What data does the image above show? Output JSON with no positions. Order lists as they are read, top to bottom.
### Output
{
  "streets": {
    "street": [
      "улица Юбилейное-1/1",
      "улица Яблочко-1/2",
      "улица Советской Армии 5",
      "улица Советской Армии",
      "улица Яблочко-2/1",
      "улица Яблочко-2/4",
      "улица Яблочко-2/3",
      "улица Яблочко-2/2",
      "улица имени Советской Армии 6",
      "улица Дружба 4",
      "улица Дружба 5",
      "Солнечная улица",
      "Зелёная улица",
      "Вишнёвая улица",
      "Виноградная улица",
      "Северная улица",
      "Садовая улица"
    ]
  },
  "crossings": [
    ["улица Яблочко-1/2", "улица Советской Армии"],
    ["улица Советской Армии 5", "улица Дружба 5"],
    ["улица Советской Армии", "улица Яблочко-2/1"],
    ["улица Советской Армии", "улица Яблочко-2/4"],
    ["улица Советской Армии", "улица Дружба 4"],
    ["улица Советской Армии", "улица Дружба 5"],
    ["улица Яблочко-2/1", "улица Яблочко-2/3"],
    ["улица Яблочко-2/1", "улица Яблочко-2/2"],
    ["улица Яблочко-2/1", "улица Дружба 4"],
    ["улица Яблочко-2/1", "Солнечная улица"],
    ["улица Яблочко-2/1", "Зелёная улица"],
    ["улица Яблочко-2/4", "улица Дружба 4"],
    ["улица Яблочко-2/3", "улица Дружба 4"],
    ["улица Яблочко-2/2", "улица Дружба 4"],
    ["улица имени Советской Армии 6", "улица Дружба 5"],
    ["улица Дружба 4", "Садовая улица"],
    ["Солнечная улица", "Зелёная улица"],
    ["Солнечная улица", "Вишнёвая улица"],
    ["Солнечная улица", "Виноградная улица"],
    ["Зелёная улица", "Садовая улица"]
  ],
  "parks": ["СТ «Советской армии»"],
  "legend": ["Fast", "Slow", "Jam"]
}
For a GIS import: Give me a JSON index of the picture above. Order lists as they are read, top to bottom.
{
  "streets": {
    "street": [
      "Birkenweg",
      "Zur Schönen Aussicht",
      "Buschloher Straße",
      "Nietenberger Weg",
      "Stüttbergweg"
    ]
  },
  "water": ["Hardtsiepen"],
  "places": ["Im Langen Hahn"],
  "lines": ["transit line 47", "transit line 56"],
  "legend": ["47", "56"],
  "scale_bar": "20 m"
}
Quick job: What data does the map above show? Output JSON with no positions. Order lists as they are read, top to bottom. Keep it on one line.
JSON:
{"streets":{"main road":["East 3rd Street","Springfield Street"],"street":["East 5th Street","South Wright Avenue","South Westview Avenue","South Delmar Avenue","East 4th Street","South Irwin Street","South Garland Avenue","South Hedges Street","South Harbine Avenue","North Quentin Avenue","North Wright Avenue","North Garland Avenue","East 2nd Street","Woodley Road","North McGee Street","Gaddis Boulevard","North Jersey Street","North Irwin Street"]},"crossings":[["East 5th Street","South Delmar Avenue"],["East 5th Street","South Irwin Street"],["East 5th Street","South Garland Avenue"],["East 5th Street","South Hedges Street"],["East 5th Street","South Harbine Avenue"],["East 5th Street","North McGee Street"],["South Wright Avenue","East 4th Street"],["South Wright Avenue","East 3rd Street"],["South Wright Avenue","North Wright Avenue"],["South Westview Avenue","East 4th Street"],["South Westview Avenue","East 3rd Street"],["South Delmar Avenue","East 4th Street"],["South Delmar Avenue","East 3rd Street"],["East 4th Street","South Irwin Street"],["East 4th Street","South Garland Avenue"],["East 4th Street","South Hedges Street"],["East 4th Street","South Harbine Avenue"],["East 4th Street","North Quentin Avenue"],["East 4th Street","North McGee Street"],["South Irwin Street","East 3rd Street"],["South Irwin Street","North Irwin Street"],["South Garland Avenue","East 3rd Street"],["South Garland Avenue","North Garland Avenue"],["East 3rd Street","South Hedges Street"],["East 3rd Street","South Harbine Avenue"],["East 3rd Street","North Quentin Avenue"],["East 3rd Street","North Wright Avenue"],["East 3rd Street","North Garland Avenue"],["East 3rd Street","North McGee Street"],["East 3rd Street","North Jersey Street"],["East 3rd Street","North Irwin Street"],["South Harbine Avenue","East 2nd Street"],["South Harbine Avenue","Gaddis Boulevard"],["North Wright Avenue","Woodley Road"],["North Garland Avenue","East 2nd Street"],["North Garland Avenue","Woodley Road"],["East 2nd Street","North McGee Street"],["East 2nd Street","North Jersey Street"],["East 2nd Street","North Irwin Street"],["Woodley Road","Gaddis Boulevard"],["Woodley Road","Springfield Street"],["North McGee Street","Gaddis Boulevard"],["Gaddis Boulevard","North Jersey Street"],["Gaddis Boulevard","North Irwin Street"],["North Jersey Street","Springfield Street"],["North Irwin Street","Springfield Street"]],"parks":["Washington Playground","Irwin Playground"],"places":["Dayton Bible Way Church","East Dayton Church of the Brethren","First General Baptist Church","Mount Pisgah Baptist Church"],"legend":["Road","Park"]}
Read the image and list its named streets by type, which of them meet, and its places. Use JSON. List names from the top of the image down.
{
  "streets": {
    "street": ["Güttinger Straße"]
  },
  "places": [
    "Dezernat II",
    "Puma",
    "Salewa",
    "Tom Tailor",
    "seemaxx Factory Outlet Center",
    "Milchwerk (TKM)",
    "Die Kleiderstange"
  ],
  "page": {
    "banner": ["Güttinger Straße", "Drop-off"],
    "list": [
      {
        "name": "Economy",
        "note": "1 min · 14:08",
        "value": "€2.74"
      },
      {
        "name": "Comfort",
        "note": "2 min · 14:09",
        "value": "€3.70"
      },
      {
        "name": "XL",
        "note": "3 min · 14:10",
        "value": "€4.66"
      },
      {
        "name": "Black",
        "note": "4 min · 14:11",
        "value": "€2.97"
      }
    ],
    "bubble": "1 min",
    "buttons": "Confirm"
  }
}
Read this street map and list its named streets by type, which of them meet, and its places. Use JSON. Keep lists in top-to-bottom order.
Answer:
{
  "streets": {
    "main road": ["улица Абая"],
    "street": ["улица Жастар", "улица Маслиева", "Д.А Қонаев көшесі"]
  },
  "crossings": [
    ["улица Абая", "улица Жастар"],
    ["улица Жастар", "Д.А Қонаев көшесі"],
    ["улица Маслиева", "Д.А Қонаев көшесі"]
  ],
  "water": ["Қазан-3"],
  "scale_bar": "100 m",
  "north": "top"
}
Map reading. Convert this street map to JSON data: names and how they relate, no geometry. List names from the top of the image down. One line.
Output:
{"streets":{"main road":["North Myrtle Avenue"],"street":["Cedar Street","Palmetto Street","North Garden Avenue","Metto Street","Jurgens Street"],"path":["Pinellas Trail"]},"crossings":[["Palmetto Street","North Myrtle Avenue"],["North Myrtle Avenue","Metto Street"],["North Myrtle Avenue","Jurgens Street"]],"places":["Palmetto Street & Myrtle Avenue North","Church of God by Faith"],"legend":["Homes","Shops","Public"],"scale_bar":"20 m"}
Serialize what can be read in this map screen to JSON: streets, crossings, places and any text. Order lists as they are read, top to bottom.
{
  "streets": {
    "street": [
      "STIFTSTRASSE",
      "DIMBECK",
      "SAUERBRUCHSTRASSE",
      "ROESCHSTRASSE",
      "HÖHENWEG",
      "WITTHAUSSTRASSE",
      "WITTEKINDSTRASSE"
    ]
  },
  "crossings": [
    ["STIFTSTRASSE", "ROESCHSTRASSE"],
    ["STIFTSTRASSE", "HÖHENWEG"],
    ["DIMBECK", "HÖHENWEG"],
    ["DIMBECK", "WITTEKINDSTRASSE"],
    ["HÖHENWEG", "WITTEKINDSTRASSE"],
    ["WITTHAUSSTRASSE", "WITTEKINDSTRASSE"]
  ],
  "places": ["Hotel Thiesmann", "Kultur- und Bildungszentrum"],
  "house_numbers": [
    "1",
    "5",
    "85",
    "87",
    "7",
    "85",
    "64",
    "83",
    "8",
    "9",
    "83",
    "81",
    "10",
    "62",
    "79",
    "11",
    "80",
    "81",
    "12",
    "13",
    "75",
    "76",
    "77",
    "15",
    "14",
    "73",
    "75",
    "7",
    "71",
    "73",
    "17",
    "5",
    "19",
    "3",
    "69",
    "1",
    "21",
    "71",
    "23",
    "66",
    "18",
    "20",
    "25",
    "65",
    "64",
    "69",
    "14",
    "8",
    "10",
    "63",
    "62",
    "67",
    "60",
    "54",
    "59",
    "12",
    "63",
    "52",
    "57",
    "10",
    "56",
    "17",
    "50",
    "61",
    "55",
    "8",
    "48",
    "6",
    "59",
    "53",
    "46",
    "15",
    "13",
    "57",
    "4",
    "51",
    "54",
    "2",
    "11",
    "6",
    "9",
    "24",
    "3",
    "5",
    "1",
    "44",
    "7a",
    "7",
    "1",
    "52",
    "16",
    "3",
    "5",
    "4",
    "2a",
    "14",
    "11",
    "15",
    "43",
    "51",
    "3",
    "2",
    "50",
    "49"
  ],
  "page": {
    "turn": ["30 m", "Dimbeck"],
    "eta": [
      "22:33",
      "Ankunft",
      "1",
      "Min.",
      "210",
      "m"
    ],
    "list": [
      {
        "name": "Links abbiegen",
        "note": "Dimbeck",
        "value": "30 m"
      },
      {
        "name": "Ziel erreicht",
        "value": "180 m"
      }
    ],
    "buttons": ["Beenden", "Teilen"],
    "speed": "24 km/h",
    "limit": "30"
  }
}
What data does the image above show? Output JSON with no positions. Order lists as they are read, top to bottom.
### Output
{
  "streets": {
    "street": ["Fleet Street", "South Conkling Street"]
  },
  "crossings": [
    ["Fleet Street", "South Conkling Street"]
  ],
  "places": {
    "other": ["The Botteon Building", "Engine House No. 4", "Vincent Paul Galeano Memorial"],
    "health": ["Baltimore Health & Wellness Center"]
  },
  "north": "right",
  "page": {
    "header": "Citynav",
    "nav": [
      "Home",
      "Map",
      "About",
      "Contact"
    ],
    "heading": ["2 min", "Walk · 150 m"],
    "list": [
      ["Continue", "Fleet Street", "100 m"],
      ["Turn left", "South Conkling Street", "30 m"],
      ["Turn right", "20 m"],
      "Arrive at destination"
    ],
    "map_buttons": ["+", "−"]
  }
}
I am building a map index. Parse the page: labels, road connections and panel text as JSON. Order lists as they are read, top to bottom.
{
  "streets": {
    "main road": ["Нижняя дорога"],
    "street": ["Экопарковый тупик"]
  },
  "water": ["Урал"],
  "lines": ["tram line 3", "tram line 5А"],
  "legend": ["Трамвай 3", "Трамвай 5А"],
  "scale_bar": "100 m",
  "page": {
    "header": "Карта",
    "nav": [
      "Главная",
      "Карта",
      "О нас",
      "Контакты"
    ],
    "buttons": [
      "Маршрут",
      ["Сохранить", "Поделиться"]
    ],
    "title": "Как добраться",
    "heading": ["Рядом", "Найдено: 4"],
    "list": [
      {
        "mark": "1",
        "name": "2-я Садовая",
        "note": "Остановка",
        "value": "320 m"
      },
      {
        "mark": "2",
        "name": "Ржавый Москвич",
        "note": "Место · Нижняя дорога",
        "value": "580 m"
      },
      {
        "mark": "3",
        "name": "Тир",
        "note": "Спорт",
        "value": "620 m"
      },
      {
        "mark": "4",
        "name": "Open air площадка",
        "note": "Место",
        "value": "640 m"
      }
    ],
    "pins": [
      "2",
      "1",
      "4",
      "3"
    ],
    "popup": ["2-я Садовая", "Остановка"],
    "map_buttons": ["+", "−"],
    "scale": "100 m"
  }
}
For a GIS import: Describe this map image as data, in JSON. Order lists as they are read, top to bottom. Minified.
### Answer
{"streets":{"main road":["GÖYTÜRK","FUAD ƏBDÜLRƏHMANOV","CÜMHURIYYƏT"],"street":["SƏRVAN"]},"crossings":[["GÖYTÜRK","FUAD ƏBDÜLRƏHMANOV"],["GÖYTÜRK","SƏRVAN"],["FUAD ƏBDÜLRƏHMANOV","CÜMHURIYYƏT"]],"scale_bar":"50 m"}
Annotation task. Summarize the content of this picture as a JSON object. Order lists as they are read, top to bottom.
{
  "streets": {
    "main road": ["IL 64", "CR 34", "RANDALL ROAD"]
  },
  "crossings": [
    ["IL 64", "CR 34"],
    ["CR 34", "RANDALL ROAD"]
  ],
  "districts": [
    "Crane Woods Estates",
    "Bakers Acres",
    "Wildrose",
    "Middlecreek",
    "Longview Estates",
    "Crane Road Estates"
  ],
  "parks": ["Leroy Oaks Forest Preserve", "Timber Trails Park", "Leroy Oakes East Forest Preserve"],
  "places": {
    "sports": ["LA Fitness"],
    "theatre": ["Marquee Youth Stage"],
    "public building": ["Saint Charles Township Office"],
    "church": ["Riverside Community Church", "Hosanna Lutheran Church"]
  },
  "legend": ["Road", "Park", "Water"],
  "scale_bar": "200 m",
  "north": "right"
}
* * * *
#### Task prompt:
Reproduce every line of the records containing the string "Остановка".

#### Problem solution:
        "note": "Остановка",
    "popup": ["2-я Садовая", "Остановка"],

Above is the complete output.